• Task goal
When a line of the entries contains the word "none", report that line.

• Supplied data
• • • •

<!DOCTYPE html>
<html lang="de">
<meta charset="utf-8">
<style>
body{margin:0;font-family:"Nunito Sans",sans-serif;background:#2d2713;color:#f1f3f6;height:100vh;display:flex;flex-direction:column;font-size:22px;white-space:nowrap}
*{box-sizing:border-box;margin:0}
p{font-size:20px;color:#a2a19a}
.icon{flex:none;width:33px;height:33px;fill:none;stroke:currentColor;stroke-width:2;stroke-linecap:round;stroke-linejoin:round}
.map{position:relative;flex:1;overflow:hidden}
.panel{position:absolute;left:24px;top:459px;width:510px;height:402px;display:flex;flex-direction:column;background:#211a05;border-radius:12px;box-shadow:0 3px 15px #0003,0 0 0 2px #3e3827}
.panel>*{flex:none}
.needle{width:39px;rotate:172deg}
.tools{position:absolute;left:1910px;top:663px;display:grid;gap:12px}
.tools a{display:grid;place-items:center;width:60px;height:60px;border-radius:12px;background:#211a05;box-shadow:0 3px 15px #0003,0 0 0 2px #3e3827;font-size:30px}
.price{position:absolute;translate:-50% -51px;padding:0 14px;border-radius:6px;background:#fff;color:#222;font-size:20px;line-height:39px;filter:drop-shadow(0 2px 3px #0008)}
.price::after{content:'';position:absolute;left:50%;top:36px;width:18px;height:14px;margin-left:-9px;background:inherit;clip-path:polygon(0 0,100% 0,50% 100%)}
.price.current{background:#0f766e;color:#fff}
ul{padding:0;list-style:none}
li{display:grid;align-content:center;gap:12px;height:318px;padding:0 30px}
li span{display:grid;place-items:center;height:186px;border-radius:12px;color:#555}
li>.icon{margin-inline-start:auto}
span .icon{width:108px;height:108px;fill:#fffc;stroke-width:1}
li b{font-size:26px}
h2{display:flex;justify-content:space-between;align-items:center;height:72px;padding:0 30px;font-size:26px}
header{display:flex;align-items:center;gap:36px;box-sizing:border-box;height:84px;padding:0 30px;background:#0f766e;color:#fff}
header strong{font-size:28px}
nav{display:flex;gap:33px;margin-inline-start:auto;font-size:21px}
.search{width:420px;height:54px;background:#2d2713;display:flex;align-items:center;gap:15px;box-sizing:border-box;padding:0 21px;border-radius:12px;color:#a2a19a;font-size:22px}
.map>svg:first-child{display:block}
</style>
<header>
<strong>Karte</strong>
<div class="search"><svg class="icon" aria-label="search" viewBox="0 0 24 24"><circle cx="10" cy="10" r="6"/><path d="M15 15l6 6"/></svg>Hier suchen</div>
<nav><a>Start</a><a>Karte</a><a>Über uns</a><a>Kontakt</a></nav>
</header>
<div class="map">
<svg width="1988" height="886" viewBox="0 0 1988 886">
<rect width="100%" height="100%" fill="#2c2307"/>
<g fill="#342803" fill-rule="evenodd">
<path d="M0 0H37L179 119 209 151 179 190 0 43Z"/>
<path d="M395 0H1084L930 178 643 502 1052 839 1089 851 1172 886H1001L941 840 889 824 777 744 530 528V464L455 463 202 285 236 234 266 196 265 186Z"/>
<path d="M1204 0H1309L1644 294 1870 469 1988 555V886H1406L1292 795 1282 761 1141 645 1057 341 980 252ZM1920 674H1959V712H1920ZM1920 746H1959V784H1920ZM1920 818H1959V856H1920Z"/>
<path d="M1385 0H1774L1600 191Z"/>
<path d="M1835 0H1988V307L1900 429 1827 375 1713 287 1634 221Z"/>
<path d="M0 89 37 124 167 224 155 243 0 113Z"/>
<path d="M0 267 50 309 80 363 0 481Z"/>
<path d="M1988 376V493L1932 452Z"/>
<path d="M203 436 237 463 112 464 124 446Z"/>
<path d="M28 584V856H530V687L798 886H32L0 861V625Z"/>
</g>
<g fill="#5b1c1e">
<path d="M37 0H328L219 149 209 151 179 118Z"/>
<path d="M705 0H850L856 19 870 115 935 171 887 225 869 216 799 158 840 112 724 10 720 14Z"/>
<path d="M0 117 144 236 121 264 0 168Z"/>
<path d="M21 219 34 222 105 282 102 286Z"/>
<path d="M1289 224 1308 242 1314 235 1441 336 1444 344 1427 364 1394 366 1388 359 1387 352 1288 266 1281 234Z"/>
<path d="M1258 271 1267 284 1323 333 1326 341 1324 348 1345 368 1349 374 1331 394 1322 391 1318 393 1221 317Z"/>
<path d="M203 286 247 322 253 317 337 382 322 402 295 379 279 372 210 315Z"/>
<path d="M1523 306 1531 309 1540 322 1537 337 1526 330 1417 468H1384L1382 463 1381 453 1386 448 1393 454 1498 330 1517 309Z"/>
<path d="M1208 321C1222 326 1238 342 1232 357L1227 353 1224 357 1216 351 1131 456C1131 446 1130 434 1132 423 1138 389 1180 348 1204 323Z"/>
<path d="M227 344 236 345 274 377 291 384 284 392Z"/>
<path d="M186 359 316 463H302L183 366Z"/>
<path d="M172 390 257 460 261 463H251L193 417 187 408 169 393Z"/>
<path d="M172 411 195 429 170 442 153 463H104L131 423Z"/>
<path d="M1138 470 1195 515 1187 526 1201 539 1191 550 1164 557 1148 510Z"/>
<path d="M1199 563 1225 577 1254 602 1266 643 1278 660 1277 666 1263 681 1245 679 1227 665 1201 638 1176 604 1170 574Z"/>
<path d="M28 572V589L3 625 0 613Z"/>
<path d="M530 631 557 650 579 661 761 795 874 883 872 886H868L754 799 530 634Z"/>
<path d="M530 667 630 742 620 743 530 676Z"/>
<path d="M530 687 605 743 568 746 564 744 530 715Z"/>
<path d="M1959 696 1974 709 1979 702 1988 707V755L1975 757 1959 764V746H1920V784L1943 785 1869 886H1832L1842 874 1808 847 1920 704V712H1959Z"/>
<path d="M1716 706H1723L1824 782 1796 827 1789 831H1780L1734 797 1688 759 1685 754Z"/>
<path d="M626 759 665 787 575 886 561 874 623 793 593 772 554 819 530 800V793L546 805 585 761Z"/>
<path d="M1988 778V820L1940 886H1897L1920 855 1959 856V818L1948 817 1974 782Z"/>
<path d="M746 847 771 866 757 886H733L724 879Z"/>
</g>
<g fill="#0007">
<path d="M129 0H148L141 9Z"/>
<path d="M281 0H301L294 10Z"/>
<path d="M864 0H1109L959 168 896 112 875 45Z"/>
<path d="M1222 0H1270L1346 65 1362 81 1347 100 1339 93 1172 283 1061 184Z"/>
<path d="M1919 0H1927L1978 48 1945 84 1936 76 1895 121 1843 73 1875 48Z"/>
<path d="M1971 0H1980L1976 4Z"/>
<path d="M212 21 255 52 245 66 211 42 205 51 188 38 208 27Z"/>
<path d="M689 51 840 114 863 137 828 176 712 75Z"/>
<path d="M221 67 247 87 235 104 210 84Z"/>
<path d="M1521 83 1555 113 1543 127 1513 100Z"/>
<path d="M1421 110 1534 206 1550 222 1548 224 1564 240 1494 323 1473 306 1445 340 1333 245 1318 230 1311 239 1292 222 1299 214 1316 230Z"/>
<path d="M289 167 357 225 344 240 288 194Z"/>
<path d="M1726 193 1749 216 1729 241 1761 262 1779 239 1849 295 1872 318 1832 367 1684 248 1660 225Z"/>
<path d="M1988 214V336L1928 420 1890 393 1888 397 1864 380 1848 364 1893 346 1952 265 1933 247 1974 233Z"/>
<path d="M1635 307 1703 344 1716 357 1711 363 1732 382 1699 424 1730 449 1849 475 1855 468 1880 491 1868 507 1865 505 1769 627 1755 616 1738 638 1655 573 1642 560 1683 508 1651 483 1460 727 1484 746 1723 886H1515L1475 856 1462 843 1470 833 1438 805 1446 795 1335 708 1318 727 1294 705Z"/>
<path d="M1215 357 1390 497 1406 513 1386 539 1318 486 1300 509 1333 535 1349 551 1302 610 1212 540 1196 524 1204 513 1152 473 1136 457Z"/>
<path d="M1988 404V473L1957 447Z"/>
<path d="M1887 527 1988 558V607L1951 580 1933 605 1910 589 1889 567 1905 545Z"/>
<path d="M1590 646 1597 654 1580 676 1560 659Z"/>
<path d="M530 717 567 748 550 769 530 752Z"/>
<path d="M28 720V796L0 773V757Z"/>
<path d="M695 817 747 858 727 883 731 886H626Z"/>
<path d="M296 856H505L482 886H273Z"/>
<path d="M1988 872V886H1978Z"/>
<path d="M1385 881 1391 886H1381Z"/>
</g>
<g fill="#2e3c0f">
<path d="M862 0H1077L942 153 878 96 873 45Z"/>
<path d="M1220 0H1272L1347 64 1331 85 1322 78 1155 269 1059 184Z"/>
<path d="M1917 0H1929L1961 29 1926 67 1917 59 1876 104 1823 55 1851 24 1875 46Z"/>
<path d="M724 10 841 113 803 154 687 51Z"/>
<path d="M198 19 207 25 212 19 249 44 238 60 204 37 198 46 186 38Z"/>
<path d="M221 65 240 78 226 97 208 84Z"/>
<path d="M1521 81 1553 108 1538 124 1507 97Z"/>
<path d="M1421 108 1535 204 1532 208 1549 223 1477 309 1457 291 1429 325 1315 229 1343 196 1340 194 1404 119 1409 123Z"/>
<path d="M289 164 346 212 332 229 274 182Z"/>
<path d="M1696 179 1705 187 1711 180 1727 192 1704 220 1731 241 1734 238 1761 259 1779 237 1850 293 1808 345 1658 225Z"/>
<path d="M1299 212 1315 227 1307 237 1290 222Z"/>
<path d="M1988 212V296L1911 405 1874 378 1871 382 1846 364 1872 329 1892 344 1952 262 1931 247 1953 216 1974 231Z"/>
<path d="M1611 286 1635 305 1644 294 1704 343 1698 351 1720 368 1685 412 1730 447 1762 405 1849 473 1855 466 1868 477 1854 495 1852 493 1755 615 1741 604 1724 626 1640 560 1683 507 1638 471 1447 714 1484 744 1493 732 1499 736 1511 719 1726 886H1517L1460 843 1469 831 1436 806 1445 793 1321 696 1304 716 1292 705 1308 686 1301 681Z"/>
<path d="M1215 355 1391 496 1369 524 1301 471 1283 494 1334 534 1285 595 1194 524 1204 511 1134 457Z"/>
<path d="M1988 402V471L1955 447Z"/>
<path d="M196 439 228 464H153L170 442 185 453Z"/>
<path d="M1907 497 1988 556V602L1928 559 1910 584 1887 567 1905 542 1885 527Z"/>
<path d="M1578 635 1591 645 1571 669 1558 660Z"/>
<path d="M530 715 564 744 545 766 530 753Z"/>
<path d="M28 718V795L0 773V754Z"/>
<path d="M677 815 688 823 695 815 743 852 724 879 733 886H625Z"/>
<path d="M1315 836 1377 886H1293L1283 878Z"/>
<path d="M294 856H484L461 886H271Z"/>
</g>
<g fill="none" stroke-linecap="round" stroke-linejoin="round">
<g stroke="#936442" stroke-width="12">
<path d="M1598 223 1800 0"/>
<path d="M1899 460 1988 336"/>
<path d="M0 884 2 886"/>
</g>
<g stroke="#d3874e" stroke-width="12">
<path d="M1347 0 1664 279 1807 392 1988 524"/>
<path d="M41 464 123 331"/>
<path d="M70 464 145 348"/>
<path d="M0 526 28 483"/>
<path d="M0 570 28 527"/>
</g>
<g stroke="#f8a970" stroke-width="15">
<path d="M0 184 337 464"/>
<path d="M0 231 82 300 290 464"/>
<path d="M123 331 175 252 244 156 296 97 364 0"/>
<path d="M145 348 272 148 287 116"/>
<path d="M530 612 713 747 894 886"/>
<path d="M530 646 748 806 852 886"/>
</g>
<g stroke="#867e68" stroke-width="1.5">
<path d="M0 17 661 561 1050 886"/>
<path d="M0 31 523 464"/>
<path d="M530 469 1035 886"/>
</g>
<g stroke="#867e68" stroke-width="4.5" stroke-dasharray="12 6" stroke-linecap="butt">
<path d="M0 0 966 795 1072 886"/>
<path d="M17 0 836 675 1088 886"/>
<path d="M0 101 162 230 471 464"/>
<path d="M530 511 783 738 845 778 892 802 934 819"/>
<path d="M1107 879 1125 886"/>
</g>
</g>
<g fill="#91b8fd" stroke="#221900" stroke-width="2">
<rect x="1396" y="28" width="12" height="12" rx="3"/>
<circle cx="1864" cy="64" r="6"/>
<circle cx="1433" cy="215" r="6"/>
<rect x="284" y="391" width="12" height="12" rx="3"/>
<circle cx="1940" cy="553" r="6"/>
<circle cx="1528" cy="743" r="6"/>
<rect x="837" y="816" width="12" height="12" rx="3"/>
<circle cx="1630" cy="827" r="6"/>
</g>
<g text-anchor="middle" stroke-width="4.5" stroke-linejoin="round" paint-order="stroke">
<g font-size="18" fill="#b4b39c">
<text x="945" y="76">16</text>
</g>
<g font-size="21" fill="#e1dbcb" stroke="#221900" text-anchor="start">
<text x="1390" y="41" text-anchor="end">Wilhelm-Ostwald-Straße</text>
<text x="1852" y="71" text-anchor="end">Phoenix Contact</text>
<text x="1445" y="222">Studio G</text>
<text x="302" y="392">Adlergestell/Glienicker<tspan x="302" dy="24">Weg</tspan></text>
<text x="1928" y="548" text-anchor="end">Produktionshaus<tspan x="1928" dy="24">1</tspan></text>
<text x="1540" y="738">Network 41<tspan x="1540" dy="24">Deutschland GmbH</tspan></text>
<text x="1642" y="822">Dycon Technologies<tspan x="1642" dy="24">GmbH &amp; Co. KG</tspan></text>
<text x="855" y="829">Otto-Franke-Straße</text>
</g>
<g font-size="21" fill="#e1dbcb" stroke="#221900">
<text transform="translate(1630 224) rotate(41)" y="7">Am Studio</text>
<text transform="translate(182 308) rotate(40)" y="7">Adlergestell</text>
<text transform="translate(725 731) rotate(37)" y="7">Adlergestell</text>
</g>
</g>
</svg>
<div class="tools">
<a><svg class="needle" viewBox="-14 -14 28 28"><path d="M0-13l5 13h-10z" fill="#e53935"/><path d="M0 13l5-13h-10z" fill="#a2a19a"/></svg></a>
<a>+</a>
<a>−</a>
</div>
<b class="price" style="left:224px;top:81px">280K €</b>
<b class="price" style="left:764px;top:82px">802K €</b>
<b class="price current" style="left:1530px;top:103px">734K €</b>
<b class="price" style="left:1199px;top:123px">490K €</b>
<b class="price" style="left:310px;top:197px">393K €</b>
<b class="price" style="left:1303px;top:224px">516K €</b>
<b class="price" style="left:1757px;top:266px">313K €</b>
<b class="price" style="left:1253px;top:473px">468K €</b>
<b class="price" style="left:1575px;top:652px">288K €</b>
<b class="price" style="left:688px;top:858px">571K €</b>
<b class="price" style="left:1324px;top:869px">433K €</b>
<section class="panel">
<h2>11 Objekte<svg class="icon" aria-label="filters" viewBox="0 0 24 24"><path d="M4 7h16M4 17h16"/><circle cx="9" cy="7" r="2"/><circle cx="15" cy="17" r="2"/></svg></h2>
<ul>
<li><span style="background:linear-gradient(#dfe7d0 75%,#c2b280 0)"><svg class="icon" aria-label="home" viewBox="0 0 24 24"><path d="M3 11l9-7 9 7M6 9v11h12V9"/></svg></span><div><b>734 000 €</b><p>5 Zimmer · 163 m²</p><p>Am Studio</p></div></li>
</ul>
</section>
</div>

• • • •

• Response box
.icon{flex:none;width:33px;height:33px;fill:none;stroke:currentColor;stroke-width:2;stroke-linecap:round;stroke-linejoin:round}
.panel>*{flex:none}
ul{padding:0;list-style:none}
<g fill="none" stroke-linecap="round" stroke-linejoin="round">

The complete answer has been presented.